== Supplied material
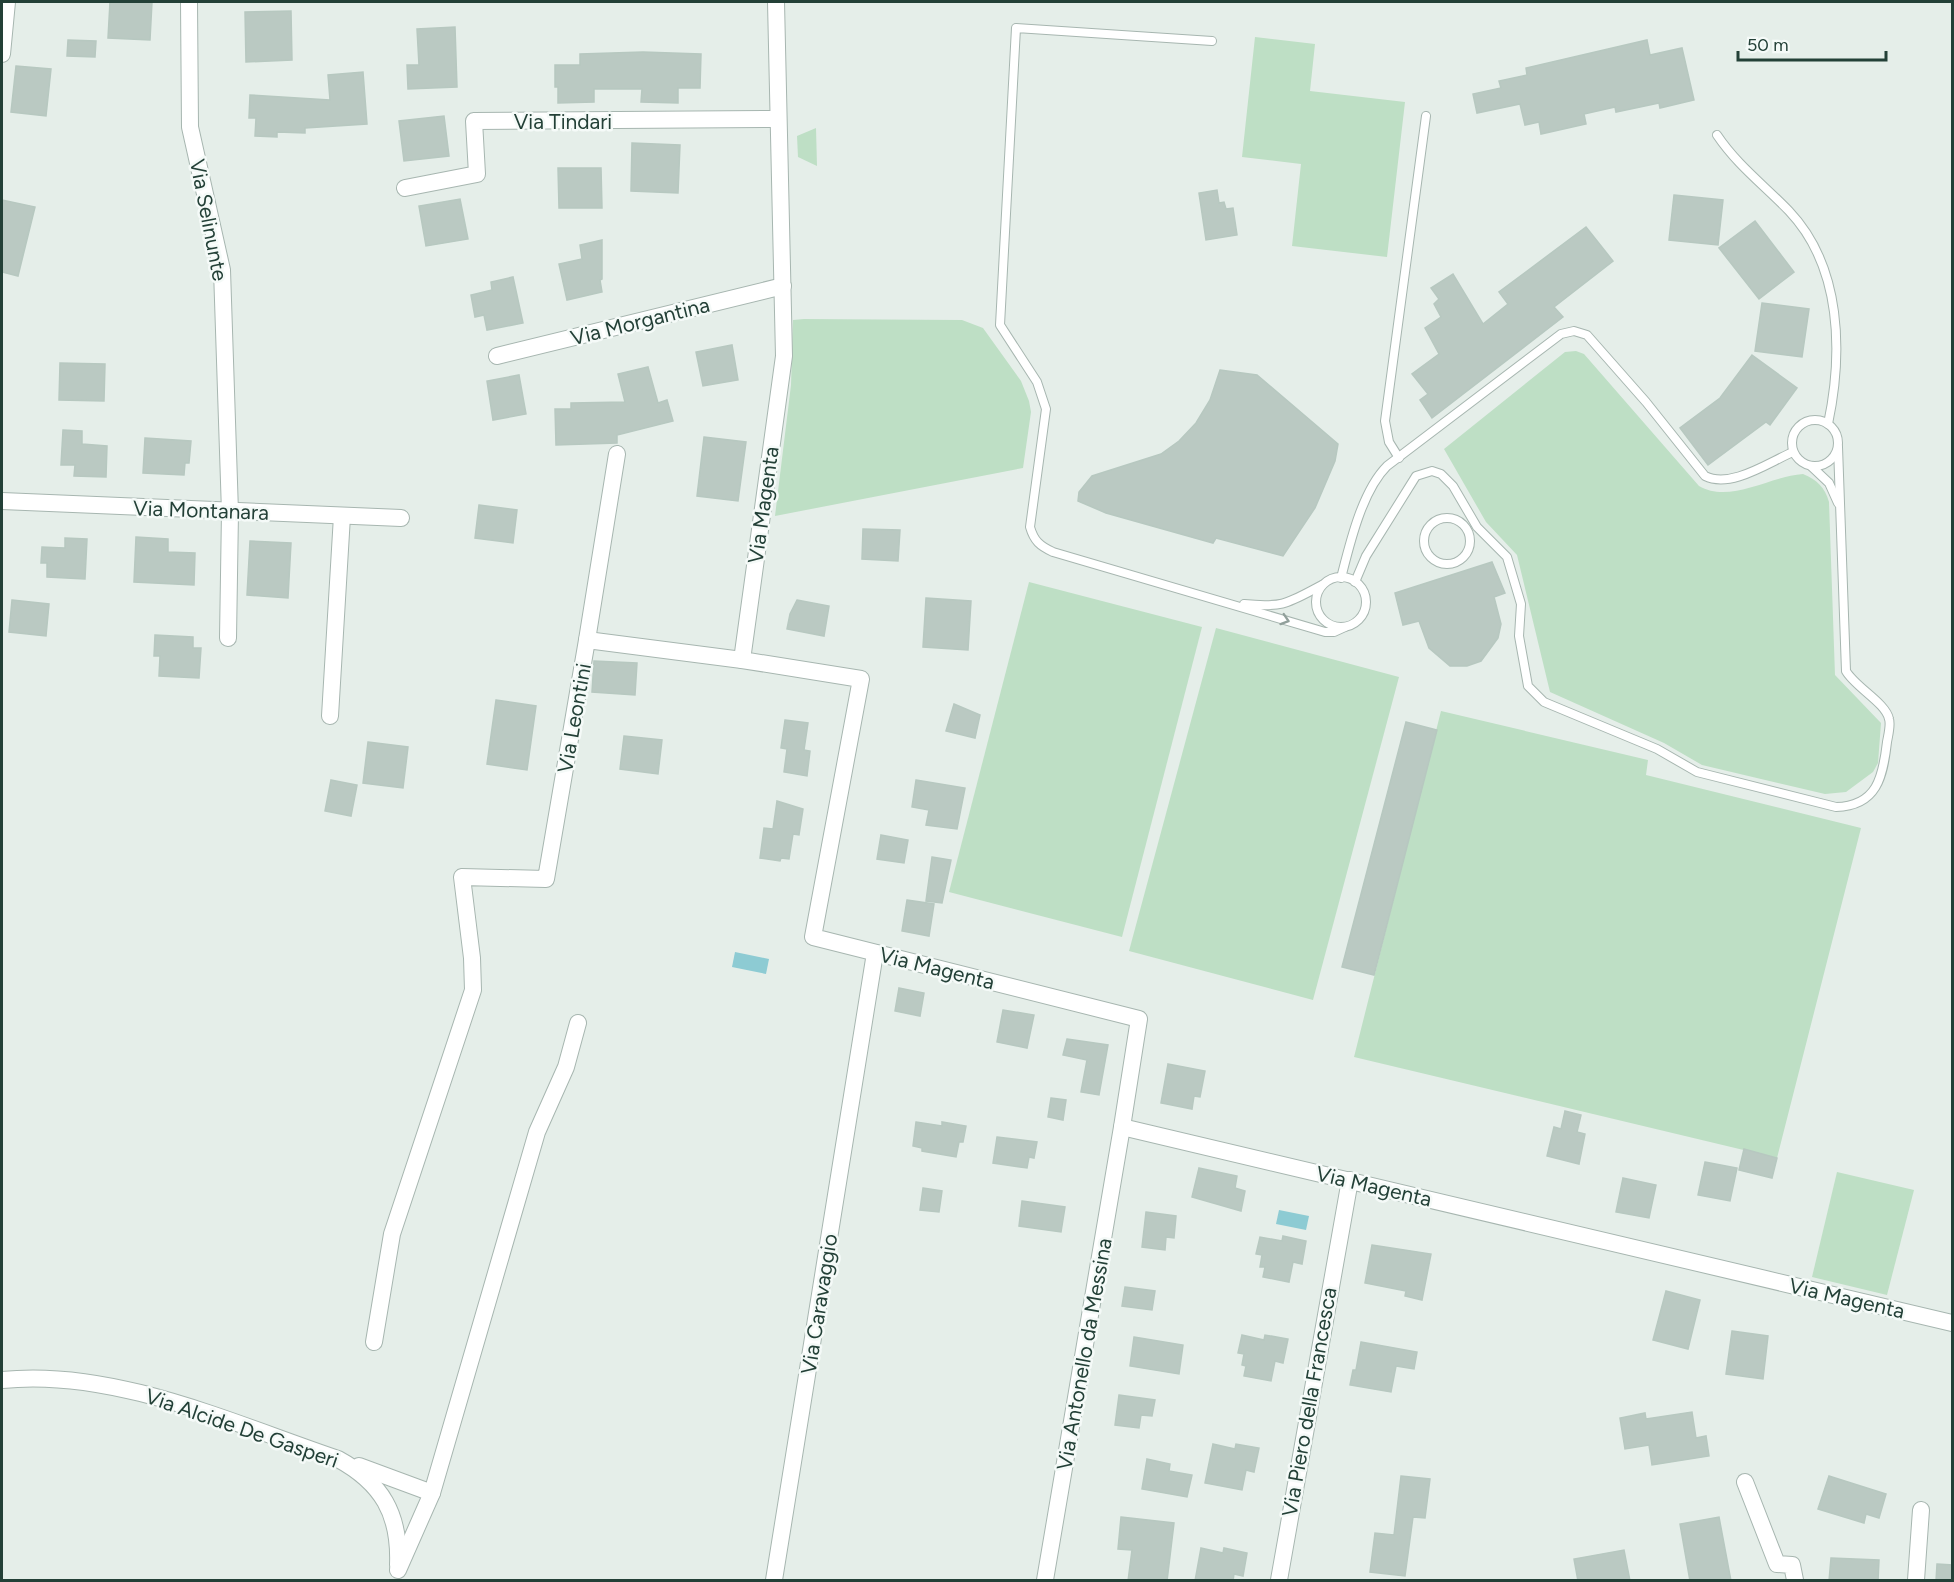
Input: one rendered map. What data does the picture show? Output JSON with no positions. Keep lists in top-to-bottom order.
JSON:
{
  "streets": {
    "street": [
      "Via Tindari",
      "Via Selinunte",
      "Via Morgantina",
      "Via Magenta",
      "Via Montanara",
      "Via Leontini",
      "Via Caravaggio",
      "Via Antonello da Messina",
      "Via Piero della Francesca",
      "Via Alcide De Gasperi"
    ]
  },
  "crossings": [
    ["Via Tindari", "Via Magenta"],
    ["Via Selinunte", "Via Montanara"],
    ["Via Morgantina", "Via Magenta"],
    ["Via Magenta", "Via Leontini"],
    ["Via Magenta", "Via Caravaggio"],
    ["Via Magenta", "Via Antonello da Messina"],
    ["Via Magenta", "Via Piero della Francesca"]
  ],
  "scale_bar": "50 m"
}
====
What needs to be done: Type out the entries again without a single change, and leave the pictures out.

Response:
Input: one rendered map. What data does the picture show? Output JSON with no positions. Keep lists in top-to-bottom order.
JSON:
{
  "streets": {
    "street": [
      "Via Tindari",
      "Via Selinunte",
      "Via Morgantina",
      "Via Magenta",
      "Via Montanara",
      "Via Leontini",
      "Via Caravaggio",
      "Via Antonello da Messina",
      "Via Piero della Francesca",
      "Via Alcide De Gasperi"
    ]
  },
  "crossings": [
    ["Via Tindari", "Via Magenta"],
    ["Via Selinunte", "Via Montanara"],
    ["Via Morgantina", "Via Magenta"],
    ["Via Magenta", "Via Leontini"],
    ["Via Magenta", "Via Caravaggio"],
    ["Via Magenta", "Via Antonello da Messina"],
    ["Via Magenta", "Via Piero della Francesca"]
  ],
  "scale_bar": "50 m"
}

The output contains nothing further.